I first copied rt2860.bin from Ubuntu's /lib/firmware to the equivalent folder on ChromeOS. No wifi.
So, then I copied everything from Ubuntu's /lib/firmare to ChjromeOS. Still no wifi.
Then I copied rt2860sta.ko from Ubuntu's /lib/modules/2.6.31-15-generic/kernel/drivers/staging/rt2860/ to Chrome's /lib/modules/2.6.30-chromeos-intel-menlow/kernel/drivers/net/wireless/ but still no wifi.
Finally, I created staging and rt2860 directories in Chrome and copied from Ubuntu's /lib/modules/2.6.31-15-generic/kernel/drivers/staging/rt2860/rt2860sta.ko to Chrome's /lib/modules/2.6.31-15-generic/kernel/drivers/staging/rt2860/. But still no wifi.
So, I ran (as root)
depmod -a

and this gave no errors.
Next I ran
modprobe rt2860sta

and got this error
FATAL: Error inserting rt2860sta (/lib/modules/2.6.31-15-generic/kernel/drivers/staging/rt2860/rt2860sta.ko): Invalid module format.

This sounds to me that the rt2860sta.ko copied from Ubuntu is not compatible with ChromeOS possibly because of the difference in kernels.
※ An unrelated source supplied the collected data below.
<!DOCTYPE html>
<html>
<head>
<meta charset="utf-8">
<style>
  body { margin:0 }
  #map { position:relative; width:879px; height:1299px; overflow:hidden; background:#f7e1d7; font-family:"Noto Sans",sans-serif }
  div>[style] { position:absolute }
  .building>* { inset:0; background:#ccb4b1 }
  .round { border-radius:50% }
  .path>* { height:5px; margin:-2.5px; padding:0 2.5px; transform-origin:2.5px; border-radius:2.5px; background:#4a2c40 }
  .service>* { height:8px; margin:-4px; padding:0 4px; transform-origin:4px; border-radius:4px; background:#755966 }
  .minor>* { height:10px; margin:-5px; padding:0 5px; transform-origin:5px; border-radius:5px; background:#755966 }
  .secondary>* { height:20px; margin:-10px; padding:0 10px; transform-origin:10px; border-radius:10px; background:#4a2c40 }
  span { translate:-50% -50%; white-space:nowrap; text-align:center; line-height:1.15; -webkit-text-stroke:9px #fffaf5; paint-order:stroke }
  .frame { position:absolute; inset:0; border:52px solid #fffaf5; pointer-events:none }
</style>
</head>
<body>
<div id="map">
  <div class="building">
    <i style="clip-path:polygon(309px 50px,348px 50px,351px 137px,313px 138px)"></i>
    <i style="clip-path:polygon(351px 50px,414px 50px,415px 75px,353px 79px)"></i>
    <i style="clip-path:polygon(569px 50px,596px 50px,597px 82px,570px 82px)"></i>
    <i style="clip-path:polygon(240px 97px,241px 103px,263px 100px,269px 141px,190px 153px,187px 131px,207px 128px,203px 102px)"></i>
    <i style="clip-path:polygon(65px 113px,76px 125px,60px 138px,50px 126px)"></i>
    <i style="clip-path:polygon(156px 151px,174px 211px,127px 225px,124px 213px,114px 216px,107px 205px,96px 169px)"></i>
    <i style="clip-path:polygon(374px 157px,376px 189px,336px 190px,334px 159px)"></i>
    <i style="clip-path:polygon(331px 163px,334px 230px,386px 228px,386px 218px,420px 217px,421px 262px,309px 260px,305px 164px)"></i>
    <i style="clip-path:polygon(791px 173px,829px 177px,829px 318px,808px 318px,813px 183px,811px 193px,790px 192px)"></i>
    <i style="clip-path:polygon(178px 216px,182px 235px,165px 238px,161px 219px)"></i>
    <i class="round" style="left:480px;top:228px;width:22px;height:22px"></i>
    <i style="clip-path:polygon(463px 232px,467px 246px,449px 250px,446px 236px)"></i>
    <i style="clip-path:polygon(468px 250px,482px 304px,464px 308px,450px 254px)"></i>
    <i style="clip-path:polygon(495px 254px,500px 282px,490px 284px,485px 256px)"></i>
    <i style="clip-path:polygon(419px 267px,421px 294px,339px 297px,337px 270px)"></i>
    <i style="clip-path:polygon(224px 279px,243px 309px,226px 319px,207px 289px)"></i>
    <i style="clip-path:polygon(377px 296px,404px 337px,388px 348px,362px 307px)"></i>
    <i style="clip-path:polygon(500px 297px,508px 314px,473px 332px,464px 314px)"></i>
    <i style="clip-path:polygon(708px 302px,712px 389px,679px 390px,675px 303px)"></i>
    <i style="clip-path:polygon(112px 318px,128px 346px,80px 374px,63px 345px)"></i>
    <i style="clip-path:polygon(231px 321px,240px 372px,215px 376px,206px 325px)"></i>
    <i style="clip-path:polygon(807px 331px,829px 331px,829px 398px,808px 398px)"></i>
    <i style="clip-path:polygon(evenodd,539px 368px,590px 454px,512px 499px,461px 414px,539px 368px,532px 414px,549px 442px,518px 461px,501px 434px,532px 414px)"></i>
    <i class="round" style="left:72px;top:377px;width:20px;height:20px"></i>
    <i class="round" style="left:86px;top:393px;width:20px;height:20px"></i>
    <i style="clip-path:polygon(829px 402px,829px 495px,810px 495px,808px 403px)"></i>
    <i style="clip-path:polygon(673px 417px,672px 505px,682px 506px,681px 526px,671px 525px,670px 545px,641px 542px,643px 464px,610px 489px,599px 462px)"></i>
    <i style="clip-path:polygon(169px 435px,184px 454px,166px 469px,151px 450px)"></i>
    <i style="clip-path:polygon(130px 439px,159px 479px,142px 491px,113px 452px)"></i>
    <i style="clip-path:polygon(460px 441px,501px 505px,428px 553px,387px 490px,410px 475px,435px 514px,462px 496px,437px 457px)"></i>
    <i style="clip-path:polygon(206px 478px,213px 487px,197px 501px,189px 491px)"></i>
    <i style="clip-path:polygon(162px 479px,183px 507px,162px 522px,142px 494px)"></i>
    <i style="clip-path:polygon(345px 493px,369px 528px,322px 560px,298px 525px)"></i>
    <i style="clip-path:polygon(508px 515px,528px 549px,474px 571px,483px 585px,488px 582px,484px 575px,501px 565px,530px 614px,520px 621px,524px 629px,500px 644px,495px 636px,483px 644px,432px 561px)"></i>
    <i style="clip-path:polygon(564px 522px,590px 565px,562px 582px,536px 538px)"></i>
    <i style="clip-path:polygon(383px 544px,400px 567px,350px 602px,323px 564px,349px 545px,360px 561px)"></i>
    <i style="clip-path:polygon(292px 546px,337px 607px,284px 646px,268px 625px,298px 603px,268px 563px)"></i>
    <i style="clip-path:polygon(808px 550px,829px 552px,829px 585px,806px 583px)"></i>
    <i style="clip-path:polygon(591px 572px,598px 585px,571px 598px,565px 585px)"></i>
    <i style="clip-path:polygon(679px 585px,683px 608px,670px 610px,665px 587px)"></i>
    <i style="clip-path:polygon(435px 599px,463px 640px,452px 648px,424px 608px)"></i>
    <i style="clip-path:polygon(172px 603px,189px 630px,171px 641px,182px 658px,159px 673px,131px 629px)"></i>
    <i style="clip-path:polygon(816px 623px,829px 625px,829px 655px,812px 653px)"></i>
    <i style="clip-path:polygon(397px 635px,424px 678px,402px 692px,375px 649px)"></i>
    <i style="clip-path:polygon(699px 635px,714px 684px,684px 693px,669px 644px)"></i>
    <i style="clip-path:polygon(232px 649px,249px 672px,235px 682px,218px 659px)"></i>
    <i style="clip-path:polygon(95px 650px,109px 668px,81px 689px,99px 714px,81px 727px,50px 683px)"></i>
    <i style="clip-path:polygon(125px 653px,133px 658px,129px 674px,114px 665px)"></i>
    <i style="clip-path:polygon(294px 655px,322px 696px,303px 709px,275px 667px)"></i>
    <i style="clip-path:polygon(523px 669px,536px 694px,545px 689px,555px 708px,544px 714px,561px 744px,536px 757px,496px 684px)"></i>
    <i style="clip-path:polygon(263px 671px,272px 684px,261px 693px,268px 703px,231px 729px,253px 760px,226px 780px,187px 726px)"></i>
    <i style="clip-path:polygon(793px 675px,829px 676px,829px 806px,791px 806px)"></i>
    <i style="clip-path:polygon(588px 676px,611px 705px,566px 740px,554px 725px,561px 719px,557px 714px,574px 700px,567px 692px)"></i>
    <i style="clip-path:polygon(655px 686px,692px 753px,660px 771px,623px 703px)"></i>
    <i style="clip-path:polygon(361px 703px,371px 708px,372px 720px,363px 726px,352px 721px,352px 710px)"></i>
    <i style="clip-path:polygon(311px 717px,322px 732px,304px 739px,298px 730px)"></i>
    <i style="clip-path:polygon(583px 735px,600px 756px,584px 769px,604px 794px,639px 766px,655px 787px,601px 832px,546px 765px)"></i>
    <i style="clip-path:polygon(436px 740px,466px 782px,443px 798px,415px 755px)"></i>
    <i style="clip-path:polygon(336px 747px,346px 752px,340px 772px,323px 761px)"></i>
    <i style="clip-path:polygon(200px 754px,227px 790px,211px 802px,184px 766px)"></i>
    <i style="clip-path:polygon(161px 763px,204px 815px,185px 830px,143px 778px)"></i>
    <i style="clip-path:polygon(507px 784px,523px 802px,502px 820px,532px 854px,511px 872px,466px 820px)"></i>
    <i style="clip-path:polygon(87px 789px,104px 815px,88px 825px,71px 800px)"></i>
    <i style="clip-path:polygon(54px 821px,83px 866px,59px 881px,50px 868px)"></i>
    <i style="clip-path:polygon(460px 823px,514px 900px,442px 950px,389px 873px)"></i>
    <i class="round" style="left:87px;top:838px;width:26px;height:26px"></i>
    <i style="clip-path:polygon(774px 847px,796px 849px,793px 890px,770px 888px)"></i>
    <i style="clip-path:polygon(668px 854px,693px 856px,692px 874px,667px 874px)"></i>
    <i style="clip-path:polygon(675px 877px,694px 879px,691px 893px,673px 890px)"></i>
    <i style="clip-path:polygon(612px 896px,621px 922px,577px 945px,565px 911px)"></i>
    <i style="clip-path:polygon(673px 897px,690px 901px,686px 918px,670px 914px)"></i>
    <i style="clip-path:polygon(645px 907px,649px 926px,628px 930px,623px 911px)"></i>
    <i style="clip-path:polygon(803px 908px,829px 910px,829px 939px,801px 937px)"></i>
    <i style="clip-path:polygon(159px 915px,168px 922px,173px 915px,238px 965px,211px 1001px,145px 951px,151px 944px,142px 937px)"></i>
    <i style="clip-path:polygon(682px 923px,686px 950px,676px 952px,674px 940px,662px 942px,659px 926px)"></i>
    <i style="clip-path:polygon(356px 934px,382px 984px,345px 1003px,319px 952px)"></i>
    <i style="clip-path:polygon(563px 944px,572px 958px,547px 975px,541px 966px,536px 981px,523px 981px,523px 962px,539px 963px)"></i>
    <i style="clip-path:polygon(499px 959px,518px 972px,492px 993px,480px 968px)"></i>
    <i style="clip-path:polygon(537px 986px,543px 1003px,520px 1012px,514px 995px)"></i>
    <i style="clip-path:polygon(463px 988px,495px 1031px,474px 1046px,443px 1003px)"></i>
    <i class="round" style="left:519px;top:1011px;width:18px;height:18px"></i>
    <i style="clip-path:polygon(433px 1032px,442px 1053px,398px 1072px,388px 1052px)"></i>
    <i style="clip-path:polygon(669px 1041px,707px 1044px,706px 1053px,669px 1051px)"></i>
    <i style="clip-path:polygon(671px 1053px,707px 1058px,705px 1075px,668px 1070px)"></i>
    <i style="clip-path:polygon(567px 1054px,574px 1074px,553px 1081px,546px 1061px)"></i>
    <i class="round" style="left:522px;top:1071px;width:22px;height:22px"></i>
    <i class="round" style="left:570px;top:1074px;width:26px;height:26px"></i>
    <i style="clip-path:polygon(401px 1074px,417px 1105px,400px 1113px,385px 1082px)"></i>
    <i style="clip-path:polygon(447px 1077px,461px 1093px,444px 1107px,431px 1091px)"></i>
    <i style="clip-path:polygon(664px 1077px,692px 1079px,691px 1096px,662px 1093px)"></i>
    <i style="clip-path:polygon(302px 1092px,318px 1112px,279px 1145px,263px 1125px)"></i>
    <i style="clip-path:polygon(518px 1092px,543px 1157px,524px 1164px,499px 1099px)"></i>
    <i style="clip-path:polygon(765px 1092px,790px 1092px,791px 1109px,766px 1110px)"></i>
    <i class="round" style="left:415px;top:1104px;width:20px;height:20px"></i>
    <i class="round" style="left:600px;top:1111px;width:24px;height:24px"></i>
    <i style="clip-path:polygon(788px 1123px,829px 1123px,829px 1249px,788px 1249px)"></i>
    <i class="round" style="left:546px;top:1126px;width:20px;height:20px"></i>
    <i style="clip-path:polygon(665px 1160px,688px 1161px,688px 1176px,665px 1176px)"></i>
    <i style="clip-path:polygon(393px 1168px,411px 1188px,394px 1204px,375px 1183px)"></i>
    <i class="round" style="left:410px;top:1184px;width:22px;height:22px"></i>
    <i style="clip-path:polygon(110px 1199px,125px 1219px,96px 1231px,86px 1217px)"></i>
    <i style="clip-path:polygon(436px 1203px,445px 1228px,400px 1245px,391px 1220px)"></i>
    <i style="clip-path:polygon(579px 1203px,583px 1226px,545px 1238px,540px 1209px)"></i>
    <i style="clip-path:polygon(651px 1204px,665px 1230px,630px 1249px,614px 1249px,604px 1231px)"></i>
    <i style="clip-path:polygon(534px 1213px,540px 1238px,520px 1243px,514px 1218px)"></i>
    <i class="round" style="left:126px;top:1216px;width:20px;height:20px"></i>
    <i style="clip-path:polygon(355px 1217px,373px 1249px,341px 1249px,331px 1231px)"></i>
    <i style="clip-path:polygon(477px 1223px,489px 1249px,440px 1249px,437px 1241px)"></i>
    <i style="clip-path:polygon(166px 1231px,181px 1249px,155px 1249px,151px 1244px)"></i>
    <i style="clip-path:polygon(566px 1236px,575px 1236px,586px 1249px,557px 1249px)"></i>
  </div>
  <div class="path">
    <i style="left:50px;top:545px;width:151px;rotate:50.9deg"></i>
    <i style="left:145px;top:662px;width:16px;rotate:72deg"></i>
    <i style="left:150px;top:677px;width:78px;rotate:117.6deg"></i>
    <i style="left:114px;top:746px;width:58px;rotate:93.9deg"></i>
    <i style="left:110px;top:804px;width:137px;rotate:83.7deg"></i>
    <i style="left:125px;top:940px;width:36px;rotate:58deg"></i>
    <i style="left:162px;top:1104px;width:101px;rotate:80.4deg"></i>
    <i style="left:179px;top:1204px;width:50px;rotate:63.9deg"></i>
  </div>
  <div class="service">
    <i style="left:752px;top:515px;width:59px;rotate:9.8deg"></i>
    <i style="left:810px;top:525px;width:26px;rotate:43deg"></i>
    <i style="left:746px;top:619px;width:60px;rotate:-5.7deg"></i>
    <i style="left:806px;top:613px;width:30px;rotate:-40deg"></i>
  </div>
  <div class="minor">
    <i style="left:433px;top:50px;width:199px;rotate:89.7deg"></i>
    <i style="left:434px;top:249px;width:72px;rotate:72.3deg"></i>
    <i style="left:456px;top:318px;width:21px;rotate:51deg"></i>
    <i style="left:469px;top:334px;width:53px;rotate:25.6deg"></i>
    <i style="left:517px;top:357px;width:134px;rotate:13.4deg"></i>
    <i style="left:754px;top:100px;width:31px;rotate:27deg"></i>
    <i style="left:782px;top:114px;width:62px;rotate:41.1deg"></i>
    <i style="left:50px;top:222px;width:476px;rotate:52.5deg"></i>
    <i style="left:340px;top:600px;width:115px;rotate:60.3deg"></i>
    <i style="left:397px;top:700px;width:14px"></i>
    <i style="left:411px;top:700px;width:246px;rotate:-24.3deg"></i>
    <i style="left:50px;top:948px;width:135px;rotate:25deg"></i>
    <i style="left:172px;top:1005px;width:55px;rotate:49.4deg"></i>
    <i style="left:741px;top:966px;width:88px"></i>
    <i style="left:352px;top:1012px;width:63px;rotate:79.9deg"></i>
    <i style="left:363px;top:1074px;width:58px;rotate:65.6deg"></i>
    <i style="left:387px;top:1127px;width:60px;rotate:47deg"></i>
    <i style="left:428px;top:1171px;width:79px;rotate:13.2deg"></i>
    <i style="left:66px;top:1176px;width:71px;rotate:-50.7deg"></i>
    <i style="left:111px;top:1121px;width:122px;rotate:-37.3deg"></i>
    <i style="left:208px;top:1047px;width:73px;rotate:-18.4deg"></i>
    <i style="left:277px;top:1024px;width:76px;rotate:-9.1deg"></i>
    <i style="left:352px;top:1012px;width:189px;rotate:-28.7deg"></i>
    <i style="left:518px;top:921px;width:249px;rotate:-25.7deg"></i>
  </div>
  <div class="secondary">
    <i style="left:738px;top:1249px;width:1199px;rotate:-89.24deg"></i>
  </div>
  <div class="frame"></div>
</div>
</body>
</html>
Maybe I'll have to compile the module myself.

Booting ChromeOS from Ubuntu Grub
Up to now I had been booting ChromeOS directly from the USB key's bootloader.
So, I wanted to see if booting from Ubuntu's Grub (0.97) would speed up booting.
So, I added a new stanza to Ubuntu's /boot/grub/menu.lst as follows:
title Google Chrome OS 2.6.30-chromeos-intel-menlow
root (hd1,1)
kernel /boot/chromeos/vmlinuz-2.6.30-chromeos-intel-menlow root=/dev/sdc3
initrd /boot/chromeos/initrd.img-2.6.30-chromeos-intel-menlow

Note that the rootfs in ChromeOS is on the third (of three) partitions that the installer creates on the pendrive. Additionally for this to work the bootfiles (vmlinuz-2.6.30-chromeos-intel-menlow, initrd.img-2.6.30-chromeos-intel-menlow) must be copied from the /boot directory in ChromeOS to /boot/chromeos/ on Ubuntu.
This works perfectly and seems to boot a little faster although I haven't verified this with measurements.